What Eye Creams Can and Cannot Do
Eye creams can improve the surface quality of periorbital skin: fine lines, texture, and mild discoloration. What they cannot do is replace lost fat volume or rebuild bone. A review in the International Journal of Women’s Dermatology found that while many topical ingredients show molecular-level improvements in facial skin, large clinical trials testing their actual visible effect on the eye area specifically are lacking. Most studies test ingredients on general facial skin and extrapolate the results to the periorbital region, which has fundamentally different anatomy and thickness.
Moisturizing the area can make thin skin look slightly plumper and less translucent, which may reduce the appearance of mild hollowing. But if the underlying cause is structural, no cream will close the gap between what you see and what you want.
Dermal Fillers for Volume Restoration
Hyaluronic acid fillers are the most common non-surgical treatment for tear trough hollowing. A practitioner injects a gel-like substance beneath the skin to restore volume where fat has been lost, effectively filling in the groove. The procedure typically takes 15 to 30 minutes, and results are visible immediately.

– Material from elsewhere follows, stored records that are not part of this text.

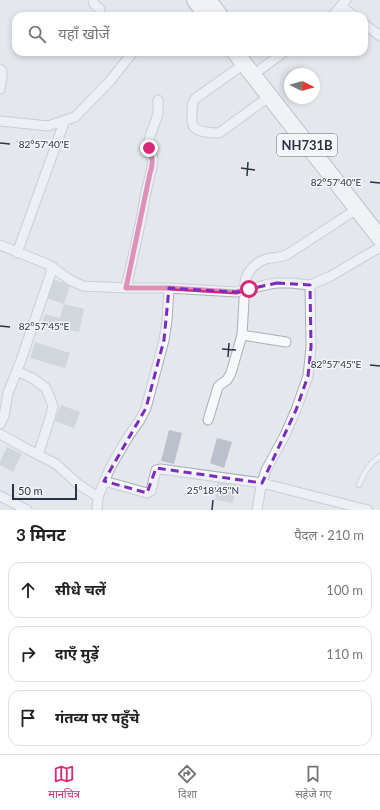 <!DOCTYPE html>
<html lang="hi">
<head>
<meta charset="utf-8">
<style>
	body { margin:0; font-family:Lato,"Noto Sans Devanagari",sans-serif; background:#f2f2f2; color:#222 }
	.compass { position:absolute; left:284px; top:68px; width:36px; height:36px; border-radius:50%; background:#fff; box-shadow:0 2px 6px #0003; rotate:96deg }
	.scale { position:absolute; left:12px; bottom:10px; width:65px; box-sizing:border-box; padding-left:4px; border:2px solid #2b3445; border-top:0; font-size:11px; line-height:14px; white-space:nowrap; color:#2b3445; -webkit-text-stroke:3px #f4f6f9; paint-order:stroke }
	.stop { position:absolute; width:12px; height:12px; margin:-9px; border:3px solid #db2777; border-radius:50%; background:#fff }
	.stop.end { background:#db2777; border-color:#fff; box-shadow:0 1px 4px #0008 }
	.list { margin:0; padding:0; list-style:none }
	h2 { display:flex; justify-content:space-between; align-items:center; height:52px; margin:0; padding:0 16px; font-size:17px }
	h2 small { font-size:13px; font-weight:400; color:#767676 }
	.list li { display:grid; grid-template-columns:26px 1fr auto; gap:12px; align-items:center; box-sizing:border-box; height:56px; margin:0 8px 8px; padding:0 8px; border:1px solid #e0e0e0; border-radius:12px }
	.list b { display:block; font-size:15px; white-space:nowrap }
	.list em { font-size:13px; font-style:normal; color:#767676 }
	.icon { flex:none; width:22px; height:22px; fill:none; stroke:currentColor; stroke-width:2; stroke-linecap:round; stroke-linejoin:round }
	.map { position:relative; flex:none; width:380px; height:510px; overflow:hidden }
	.search { position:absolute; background:#fff; box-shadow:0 2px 6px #0003; left:12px; right:12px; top:12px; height:44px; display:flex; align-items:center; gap:10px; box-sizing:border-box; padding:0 14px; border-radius:12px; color:#767676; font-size:15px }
	.sheet { height:244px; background:#fff }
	nav { display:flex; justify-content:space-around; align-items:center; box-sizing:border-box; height:56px; border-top:1px solid #e0e0e0; background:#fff; font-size:11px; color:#767676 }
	nav a { display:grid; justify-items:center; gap:2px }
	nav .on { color:#db2777 }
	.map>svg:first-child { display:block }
</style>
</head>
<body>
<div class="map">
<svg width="380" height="510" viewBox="0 0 380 510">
	<rect width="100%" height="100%" fill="#e4e7ec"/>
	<path fill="#bbc0ca" d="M53,279L70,285L64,304L84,309L79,332L42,323L45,314L60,318L64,304L47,298Z
		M35,342L70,353L65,368L30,358Z
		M61,405L80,412L74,428L55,421Z
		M169,430L182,433L174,464L161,461Z
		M217,438L232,442L224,468L210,463Z
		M7,447L22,454L13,472L0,465V461Z
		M218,480L236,483L233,503L215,500Z"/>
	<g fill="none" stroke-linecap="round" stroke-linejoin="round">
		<g stroke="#a9aeb7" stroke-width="6">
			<path id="lane" d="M359,485C365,471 368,465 380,456"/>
		</g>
		<g stroke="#a9aeb7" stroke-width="11">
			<path id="street" d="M93,0L94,4L100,9
				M341,6L354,16
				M332,16L336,12L346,0
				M364,24L380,36
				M244,64L196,98C192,102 192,107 192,113C191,126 193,130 206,132C211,133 215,133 219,133L270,96
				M0,69L2,71V77L0,89
				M261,69L284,52
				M0,121L48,126L75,117L110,81L133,52
				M0,245L47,264L72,281L83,286L126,288H169L236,292L270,284L277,283H290L310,285L331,276L380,247
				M17,253L65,120
				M126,288L141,220L146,192L152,167L153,158L149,148V139L158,114V100
				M242,335L286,342
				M17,371L32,378L46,388L53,406L50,418L38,455
				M208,420L218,387L221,384L227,380L231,373L242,335L245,282C247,271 256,262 266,259C274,257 281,258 288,254L357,209
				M0,424L4,416L8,393L20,363L53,267
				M0,434L27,449L56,464L78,484L98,497
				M104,481L147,493L151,491L156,470L160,469L262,483L368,510
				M0,496L27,510
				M97,510L98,497L110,468L128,437L140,420L146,408L164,340L167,321L169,288
				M257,510L261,486L266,470L285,435L296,410L308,376L311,347L310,285"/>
		</g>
		<g stroke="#8b94a3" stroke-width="18">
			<path id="highway" d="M195,0L207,16
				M208,0L220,16
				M235,52L380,238"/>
		</g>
		<use href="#lane" stroke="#f7f8fa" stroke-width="4.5"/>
		<use href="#street" stroke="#f7f8fa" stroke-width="9"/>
		<use href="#highway" stroke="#fff" stroke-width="16"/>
	</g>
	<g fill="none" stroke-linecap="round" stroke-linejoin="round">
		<path stroke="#db2777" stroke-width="5" d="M149,148C152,158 154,162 150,173L126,288H169L236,292L249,289"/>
	</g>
	<path d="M0 0H380V510H0ZM277,283L310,285L311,347L308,376L296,410L262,483L156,468L147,493L104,481L146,408L164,340L169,288L236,292Z" fill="#e4e7ec" fill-opacity=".55" fill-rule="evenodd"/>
	<path fill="none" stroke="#7b2cbf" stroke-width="3" stroke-dasharray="8 5" stroke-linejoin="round" d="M277,283L310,285L311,347L308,376L296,410L262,483L156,468L147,493L104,481L146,408L164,340L169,288L236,292Z"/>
	<path fill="none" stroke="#2b3445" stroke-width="1.5" d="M0,143L10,144M241,168L255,170M247,176L248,162M370,182L380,183M0,326L10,327M222,349L236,350M228,357L229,343M370,365L380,366M212,510L213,500"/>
	<g text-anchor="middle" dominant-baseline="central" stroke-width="3" stroke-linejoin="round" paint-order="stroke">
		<rect fill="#f4f6f9" stroke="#676e7b" stroke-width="1" x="277" y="134" width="60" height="22" rx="3"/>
		<g font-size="13" font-weight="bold" fill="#2b3445">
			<text x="307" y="145">NH731B</text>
		</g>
	</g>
	<g font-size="10" text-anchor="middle" fill="#2b3445" stroke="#f4f6f9" stroke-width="3" stroke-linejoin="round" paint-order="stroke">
		<text x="44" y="148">82°57'40"E</text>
		<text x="336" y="186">82°57'40"E</text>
		<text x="44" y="330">82°57'45"E</text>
		<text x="336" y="368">82°57'45"E</text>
		<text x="213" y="494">25°18'45"N</text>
	</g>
</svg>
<svg class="compass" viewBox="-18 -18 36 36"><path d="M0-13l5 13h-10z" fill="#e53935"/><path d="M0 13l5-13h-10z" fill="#767676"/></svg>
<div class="scale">50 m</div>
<div class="stop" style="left:249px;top:289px"></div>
<div class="stop end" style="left:149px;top:148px"></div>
<div class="search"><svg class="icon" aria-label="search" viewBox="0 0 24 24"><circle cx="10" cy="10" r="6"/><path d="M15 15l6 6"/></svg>यहाँ खोजें</div>
</div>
<section class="sheet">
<h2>3 मिनट<small>पैदल · 210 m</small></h2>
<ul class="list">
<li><svg class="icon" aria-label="ahead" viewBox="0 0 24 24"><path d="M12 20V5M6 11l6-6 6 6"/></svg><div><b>सीधे चलें</b></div><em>100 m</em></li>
<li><svg class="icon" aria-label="right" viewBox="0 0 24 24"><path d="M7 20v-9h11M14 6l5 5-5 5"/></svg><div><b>दाएँ मुड़ें</b></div><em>110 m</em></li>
<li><svg class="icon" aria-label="arrive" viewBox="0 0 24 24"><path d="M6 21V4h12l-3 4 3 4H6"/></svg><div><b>गंतव्य पर पहुँचे</b></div></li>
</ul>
</section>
<nav>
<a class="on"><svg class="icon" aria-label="map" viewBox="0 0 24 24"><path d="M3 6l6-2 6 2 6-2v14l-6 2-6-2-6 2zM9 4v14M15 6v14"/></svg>मानचित्र</a>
<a><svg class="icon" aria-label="directions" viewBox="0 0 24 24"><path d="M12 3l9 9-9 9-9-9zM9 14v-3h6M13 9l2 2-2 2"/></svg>दिशा</a>
<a><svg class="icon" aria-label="saved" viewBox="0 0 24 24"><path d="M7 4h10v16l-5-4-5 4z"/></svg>सहेजे गए</a>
</nav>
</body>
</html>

One important finding about these fillers: they last far longer than the 6 to 12 months often quoted. MRI-based research published in Plastic and Reconstructive Surgery Global Open found that hyaluronic acid filler was still detectable in every single patient scanned, even those who hadn’t been injected in 2 to 5 years. Some patients showed filler presence 8 to 15 years after their last injection. This matters because the under-eye area has limited lymphatic drainage, so the body clears filler from this region much more slowly than from other parts of the face. Repeated injections without accounting for residual filler can lead to buildup and a puffy, unnatural look over time.
Surgical Options
For more significant hollowing, lower eyelid surgery (blepharoplasty) has evolved considerably. Older techniques focused on removing the puffy fat pads that bulge forward with age, but surgeons learned that cutting away too much fat actually worsens hollowing over time, creating a skeletal, over-operated appearance with visible bone contours.

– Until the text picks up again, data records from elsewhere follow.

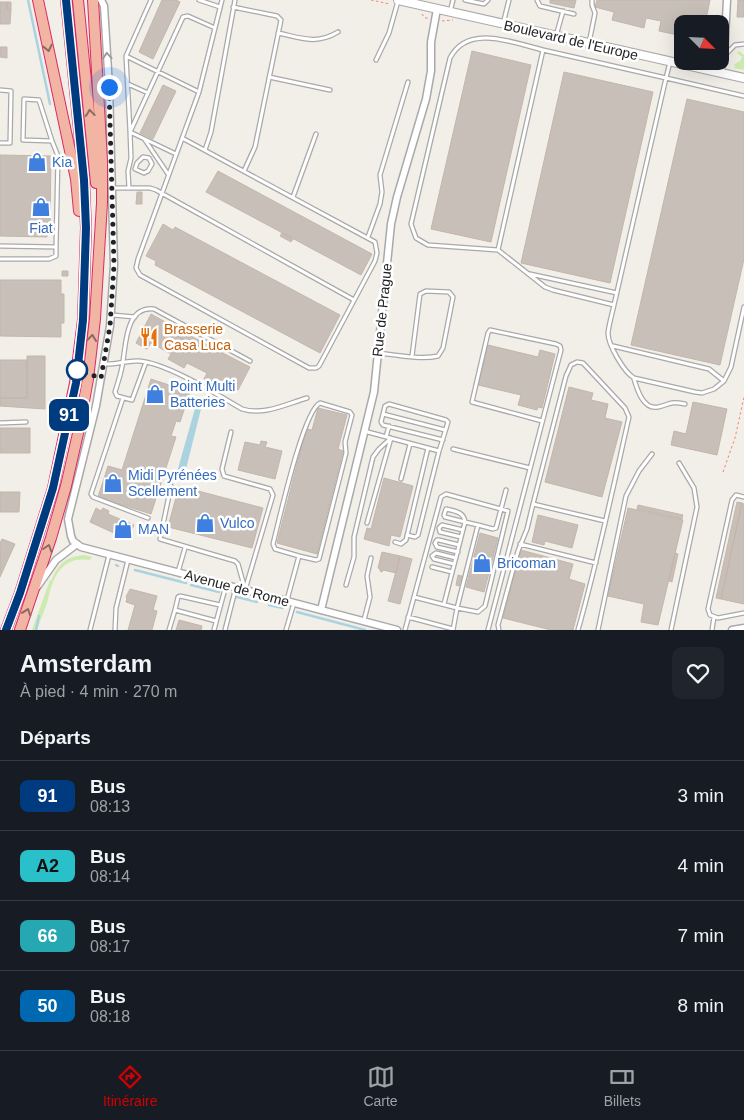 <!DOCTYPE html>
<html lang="fr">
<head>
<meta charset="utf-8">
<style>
	body { margin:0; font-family:Helvetica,sans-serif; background:#20242c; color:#f1f3f6; height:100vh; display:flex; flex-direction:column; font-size:19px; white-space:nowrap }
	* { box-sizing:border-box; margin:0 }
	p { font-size:16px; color:#9ea1a6 }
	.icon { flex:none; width:28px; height:28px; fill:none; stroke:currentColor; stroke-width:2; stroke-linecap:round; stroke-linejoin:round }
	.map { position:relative; height:630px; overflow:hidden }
	.side { display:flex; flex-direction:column; background:#171b24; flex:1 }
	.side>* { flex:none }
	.badge { padding:0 10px; border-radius:8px; font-size:18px; line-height:32px }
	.needle { width:32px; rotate:114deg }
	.tools { position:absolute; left:674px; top:15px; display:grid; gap:10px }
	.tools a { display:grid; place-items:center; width:55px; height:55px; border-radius:10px; background:#171b24; box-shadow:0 5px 20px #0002; font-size:25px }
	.you { position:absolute; width:25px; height:25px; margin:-12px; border:4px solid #fff; border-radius:50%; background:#1a73e8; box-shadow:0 0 0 8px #1a73e833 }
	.map>.badge { position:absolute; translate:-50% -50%; box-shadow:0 0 0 2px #fff }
	h2 { padding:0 20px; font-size:19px; line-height:45px }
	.round { display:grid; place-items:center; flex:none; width:52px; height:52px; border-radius:10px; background:#20242c }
	.headline { display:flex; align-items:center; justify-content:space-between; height:85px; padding:0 20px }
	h1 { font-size:24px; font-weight:600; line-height:38px }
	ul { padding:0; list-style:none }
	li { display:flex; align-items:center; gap:15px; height:70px; padding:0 20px; border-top:1px solid #363941 }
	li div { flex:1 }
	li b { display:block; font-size:19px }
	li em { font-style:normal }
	li .badge { min-width:55px; font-weight:700; text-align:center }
	.tabs { display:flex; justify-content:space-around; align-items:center; height:70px; border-top:1px solid #363941; background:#171b24; font-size:14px; color:#9ea1a6 }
	.tabs a { display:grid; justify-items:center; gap:2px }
	.tabs .on { color:#d40000 }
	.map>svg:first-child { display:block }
	.grass { fill:#cdebb0 }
	.water { fill:#aad3df }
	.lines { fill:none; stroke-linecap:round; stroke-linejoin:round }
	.stream { stroke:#aad3df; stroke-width:2.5 }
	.building { fill:#c7bfb8; stroke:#c4b6ab }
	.service-casing { stroke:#a9a9a9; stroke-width:5.5 }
	.minor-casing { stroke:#a9a9a9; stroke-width:9 }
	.tertiary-casing { stroke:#a9a9a9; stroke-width:10 }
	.trunk-casing { stroke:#dc2a67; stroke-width:12 }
	.path { stroke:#fa8072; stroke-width:1; stroke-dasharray:2.5 2.5; stroke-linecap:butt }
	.service { stroke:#fff; stroke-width:3 }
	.minor { stroke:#fff; stroke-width:6 }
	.tertiary { stroke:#fff; stroke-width:8 }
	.trunk { stroke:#f2b4a3; stroke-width:10 }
	.oneway { stroke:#8a6b62 }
	.oneway2 { stroke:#9c9c9c }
	.line-casing { stroke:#fff; stroke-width:11 }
	.line { stroke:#003b80; stroke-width:8 }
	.walk { stroke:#222; stroke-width:5; stroke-dasharray:0 9 }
	.stop-dot { fill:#fff; stroke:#003b80; stroke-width:2.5 }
	.labels { text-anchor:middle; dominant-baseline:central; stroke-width:5; stroke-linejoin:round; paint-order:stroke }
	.street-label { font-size:14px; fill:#222; stroke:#fff }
	.shop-label { font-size:14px; fill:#366cbe; stroke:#fff; text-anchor:start }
	.food-label { font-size:14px; fill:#c56008; stroke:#fff; text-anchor:start }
</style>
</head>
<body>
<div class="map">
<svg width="744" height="630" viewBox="0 0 744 630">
	<rect width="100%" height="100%" fill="#f2efe9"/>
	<!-- grass -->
	<path class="grass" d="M739 51 744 55V70L734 68 735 65H733L740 61 742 57 737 53Z
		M85 555 92 557 90 560C62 556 53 576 48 600 45 610 40 620 37 630H32L50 580 51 581C58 564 66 556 85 555Z"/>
	<!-- water -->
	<path class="water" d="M196 405 200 406 201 409 185 473 181 475 177 472Z"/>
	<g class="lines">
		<!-- stream -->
		<path class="stream" d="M28 0 50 104
			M116 565 118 566
			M135 570 186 583
			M191 585 219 592
			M237 597 257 602
			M269 605 283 608
			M297 612 365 630
			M36 630 39 616"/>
	</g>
	<!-- building -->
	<path class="building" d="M162 0H176L180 2 153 59 139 52Z
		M550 0H576L574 8 550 3Z
		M597 0H710L705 24H682V36L659 31 661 21 646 18 644 28 612 20 614 12 595 7Z
		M738 0H744V17H737Z
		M0 2H7V9L11 10 10 24H0Z
		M7 2H11V10L7 9Z
		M0 47H7V58L0 57Z
		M472 51 531 65 491 242 431 229Z
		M564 72 653 92 610 283 521 263Z
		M163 85 176 91 153 139 140 133Z
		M687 99 744 112V259L720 365 631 345Z
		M0 155 51 156 50 227 47 226V237L0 236Z
		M218 171 372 254 361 275 206 192Z
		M137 192H142V204H136Z
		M163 224 173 230 175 227 340 315 320 353 155 265 156 261 146 256Z
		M282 233 293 239 291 242 280 236Z
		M62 271H68V276H62Z
		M0 280H61V294H64V323H61V337L0 336Z
		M151 314 178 329 175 335 210 353 213 348 250 367 238 390 223 382 220 387 204 379 207 373 187 363 184 368 168 359 171 354 151 343 147 349 136 343Z
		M178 329 213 348 210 353 175 335Z
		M488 345 538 357 540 350 555 354 542 408 538 407 537 410 518 405 521 395 478 385Z
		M27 356H45V409L0 406V398H27Z
		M0 360H27V398H0Z
		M151 379 190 392 180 422 176 421 171 436 176 437 151 514 98 497 108 466 122 470Z
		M569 387 593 393 591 400 608 404 605 418 622 422 602 497 545 482Z
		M693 402 727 409 717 455 671 445 674 431 686 434Z
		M318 408 347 415 338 449 343 451 317 554 277 543 306 429 312 430Z
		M0 428H30V453H0Z
		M261 441 267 442 265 447 282 451 275 479 238 470 245 442 260 445Z
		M384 478 413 486 400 537 391 535 389 546 364 539 367 528 371 529Z
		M179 486 263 508 252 548 168 527Z
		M0 492H20L19 512H0Z
		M737 502 742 503 721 599 716 598Z
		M742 503 744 504V604L721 599Z
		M638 505 683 515 682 519 637 509Z
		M96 508 101 511 103 508 109 511 108 514 134 525 127 539 90 522Z
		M628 508 683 520 658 625 641 622 644 604 608 596Z
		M538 515 578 525 572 548 545 541 544 545 532 542Z
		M480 533 498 538 484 592 466 587Z
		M2 539 15 544 0 577V543Z
		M521 550 573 564 569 579 585 584 573 630H551L503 618Z
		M382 552 400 556 396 573 383 570 382 572 380 571V569L378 568Z
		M675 553 678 554 672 582 669 581Z
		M400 556 412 559 400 604 388 601Z
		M458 575 462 576 459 586 456 585Z
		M130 589 157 596 153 610 157 611 152 630H128L135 605 126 602 127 598 126 597Z
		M179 620 202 626 201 630H176Z"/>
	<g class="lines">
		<!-- service casing -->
		<g class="service-casing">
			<path id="service" d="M199 0 220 7
				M465 0 484 4 488 0
				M537 0 540 6 574 14
				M233 7 277 16 281 20 255 147 244 171
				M450 12 453 0
				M503 24 509 0
				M278 33C302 38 316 45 338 32
				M556 36 563 11
				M589 43 595 13 592 5V0
				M725 55 735 45 744 44
				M126 56 199 92
				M376 60 389 33 398 1
				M269 77 330 90
				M128 84 148 93
				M0 90 11 91 10 143H0
				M744 96 666 78 614 305C612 314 609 324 608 333 608 345 624 372 634 378L695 392 702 393 714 389 724 381 731 367 744 307
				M130 131 126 56 151 0
				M130 132 183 17 188 16 215 28
				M182 138 375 242 377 253 375 261 319 366 316 368H309L140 275 136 268 138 259 199 92 222 0
				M145 140 168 174
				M52 141 23 140 24 99 39 100 52 141 58 156 56 247
				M205 150 211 132 235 0
				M143 157 149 158 152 164 148 171 144 173 135 169 137 163Z
				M111 188H150L156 190 354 300
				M129 188 128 171 131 158 130 132 176 154
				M293 197 316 134
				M368 237 380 204 382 192 380 175 408 82
				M0 246 56 247V256L49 259H0
				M498 250 428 245 416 238 411 224 450 58C468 23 514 43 543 50
				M530 274 617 293
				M614 305 553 290 545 287 498 250 543 50 666 78 670 62
				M112 315 135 317
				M613 346 709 369 724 381
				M379 353C396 355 422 360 438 356L443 348 453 297 449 292 426 291 420 294 412 356
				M146 362 132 400 117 396 115 392C118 382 122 371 123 361 126 343 126 306 154 309L250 361
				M104 364C116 365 127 360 139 361 167 363 218 395 242 409 264 416 286 404 307 398
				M634 379C637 389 643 410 658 407 671 404 670 401 685 404
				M123 398 91 494 93 497 148 518
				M383 414 445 430
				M0 423 26 422
				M364 431 439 451 418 535 415 537 407 535
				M231 432 222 469 224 476 270 489 273 495 245 590
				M386 437 389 426
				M453 449 530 468
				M439 451C442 442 445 432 448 422L446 420 389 404 385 406 381 422 383 425 443 440
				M401 479 410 444
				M171 486 160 539 235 561 238 564 245 589
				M744 497 736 495 732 500 708 609 710 615 718 618 744 613
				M446 509C455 511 464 512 465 522L445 517 444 515Z
				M478 525 493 529 496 528 506 490
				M461 537 440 532 439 528 442 525 463 530
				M395 542 401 544 406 540 428 448
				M520 544 596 563
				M458 552 437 547 435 543 437 540H439L459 545
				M454 564 434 559 432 556 436 553 456 558
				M432 567 452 572
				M178 572 185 548
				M346 585 354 557V537L373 457 379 449 391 438 367 523
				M414 597 441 497 446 494 508 511 485 606 478 612 457 608 478 525 465 522 444 604
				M287 600 299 556 275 549 273 544C279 521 303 411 320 403L350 412 352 415 345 442 346 453 319 559 316 560 299 556
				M408 617 453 629
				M364 620 370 597 367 576 371 558
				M216 621 175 610 178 597 180 596 220 605
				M90 630 109 555
				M115 630 116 608 128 560
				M169 630 175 610
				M214 630 226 585
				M225 630 236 587
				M286 630 294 603
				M405 630 414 597 457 608 453 630
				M488 630 561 350 560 346 556 344 490 330 488 333 472 402 542 421
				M499 630 498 625 518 551 527 529 533 504
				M578 630C598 560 613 488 629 417L625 408 583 363 577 362 571 365 566 376 533 504 605 521
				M598 630 626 496 639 471 652 454
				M671 630 697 507 694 488 679 463
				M712 630 714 617"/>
		</g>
		<!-- minor casing -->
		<g class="minor-casing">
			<path id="minor" d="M101 0 104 6 109 87 114 265 110 326 96 406 68 519 71 536 73 541 81 547 397 630
				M720 73 724 57 727 0
				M37 587 56 560 77 544
				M321 610 374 392 391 224 397 197 426 99 431 71V42L437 9
				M732 630 744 628"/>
		</g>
		<!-- tertiary casing -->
		<g class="tertiary-casing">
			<path id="tertiary" d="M398 0 744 78"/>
		</g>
		<!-- trunk casing -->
		<g class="trunk-casing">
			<path id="trunk" d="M38 0 76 179 79 211
				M78 0 96 183
				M6 630 20 593 53 488 75 383 83 320 86 228 84 180 66 0
				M20 630 51 538 66 486 79 429 88 379 95 319 102 203V161L93 0"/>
		</g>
		<!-- path -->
		<path class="path" d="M371 0 390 4
			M422 14 425 18H429
			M442 21 453 20
			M723 472 735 438 744 397"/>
		<!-- service -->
		<use href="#service" class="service"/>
		<!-- minor -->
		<use href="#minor" class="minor"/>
		<!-- tertiary -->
		<use href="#tertiary" class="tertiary"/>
		<!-- trunk -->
		<use href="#trunk" class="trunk"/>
	</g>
	<!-- one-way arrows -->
	<defs><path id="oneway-chevron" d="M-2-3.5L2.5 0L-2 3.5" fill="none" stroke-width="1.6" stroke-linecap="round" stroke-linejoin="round" transform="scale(1.25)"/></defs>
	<g class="oneway">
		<use href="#oneway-chevron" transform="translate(48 48) rotate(78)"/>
		<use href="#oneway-chevron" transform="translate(90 113) rotate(-96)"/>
		<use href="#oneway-chevron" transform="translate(92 338) rotate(-84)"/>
		<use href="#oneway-chevron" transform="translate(48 548) rotate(-72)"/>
		<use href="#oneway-chevron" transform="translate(27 612) rotate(-71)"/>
	</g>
	<use class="oneway2" href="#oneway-chevron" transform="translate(107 56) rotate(-94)"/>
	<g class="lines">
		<!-- line casing -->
		<g class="line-casing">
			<path id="line" d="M6 630 20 593 53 488 76 383 83 320 86 228 84 180 66 0"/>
		</g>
		<!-- line -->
		<use href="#line" class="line"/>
		<!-- walk -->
		<path class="walk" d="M77 370 101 378 110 326 114 265 109 87"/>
	</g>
	<!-- icons -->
	<defs>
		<g id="shop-bare" transform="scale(1.5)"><path d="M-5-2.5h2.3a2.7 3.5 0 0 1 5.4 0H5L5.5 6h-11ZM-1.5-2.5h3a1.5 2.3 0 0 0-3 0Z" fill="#3f7fe0" stroke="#fff" stroke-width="2.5" paint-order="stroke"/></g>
		<g id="restaurant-bare" transform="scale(1.5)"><path d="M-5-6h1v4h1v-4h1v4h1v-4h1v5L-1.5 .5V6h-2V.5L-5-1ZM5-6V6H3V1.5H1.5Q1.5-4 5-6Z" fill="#e8710a" stroke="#fff" stroke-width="2.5" paint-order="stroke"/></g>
	</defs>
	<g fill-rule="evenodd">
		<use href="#shop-bare" x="37" y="162"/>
		<use href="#shop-bare" x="41" y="207"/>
		<use href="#restaurant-bare" x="149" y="337"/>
		<use href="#shop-bare" x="155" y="394"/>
		<use href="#shop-bare" x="113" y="483"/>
		<use href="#shop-bare" x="205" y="523"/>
		<use href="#shop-bare" x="123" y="529"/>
		<use href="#shop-bare" x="482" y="563"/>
	</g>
	<!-- markers -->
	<circle class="stop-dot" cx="77" cy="370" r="10"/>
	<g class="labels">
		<!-- street labels -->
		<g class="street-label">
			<text transform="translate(571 40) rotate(13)">Boulevard de l'Europe</text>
			<text transform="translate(382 310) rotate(-84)">Rue de Prague</text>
			<text transform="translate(237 588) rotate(15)">Avenue de Rome</text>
		</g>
		<!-- shop labels -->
		<g class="shop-label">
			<text x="52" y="162">Kia</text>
			<text x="41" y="228" text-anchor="middle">Fiat</text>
			<text x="170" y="386">Point Multi<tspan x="170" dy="16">Batteries</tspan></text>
			<text x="128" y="475">Midi Pyrénées<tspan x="128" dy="16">Scellement</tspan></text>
			<text x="220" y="523">Vulco</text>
			<text x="138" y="529">MAN</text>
			<text x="497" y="563">Bricoman</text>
		</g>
		<!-- food labels -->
		<g class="food-label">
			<text x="164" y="329">Brasserie<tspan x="164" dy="16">Casa Luca</tspan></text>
		</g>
	</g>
</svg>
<div class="tools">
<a><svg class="needle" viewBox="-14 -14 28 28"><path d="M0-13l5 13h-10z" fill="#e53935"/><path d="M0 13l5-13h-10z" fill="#9ea1a6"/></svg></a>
</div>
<div class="you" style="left:109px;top:87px"></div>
<b class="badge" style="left:69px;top:415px;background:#003b80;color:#fff">91</b>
</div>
<section class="side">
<div class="headline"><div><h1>Amsterdam</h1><p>À pied · 4 min · 270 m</p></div><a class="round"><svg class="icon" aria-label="heart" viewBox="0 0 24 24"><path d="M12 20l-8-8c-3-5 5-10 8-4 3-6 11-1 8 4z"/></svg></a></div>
<h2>Départs</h2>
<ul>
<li><span class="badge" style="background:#003b80;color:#fff">91</span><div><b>Bus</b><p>08:13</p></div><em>3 min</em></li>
<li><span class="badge" style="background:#2ac0c9;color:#111">A2</span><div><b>Bus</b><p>08:14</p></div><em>4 min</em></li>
<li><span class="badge" style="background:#26a8b2;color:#fff">66</span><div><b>Bus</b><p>08:17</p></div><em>7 min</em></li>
<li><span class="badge" style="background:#0068b0;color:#fff">50</span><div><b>Bus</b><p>08:18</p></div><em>8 min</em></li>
</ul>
</section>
<nav class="tabs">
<a class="on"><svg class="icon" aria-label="directions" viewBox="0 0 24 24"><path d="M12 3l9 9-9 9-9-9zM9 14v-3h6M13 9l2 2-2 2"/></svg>Itinéraire</a>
<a><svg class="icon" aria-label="map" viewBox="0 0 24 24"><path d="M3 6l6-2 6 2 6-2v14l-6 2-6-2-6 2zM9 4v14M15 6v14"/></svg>Carte</a>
<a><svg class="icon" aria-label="tickets" viewBox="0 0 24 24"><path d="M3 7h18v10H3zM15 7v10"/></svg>Billets</a>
</nav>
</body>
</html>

The current approach repositions fat rather than removing it. The surgeon releases the bulging fat pads from behind the eyelid and drapes them downward over the orbital rim, filling in the tear trough from the inside. This simultaneously reduces the puffiness above and fills the hollow below, using your own tissue instead of synthetic material. The fat pads are sutured into their new position against the bone, and because the incision is made on the inner surface of the eyelid, there’s no visible scar.
Why It Gets Worse With Age
Hollow eyes tend to deepen progressively because multiple aging processes compound each other. The deep fat pads shrink first, which is the primary driver of midface aging. As they deflate, the ligaments that anchor overlying tissue weaken and stretch. The superficial fat then slides downward, pulled by gravity over the receding bone. Meanwhile, the orbital aperture itself is widening. Each of these changes individually is subtle, but together they create a feedback loop: less volume support leads to more tissue descent, which exposes more bone, which makes the hollows look deeper.
The rate varies significantly between individuals. Bone loss around the orbits is about 23 percent greater in women than men, and areas of the orbital rim under less mechanical stress lose bone 45 percent faster than load-bearing areas. Sun exposure, smoking, and chronic sleep deprivation accelerate the soft tissue component by breaking down collagen and elastin in the already thin periorbital skin.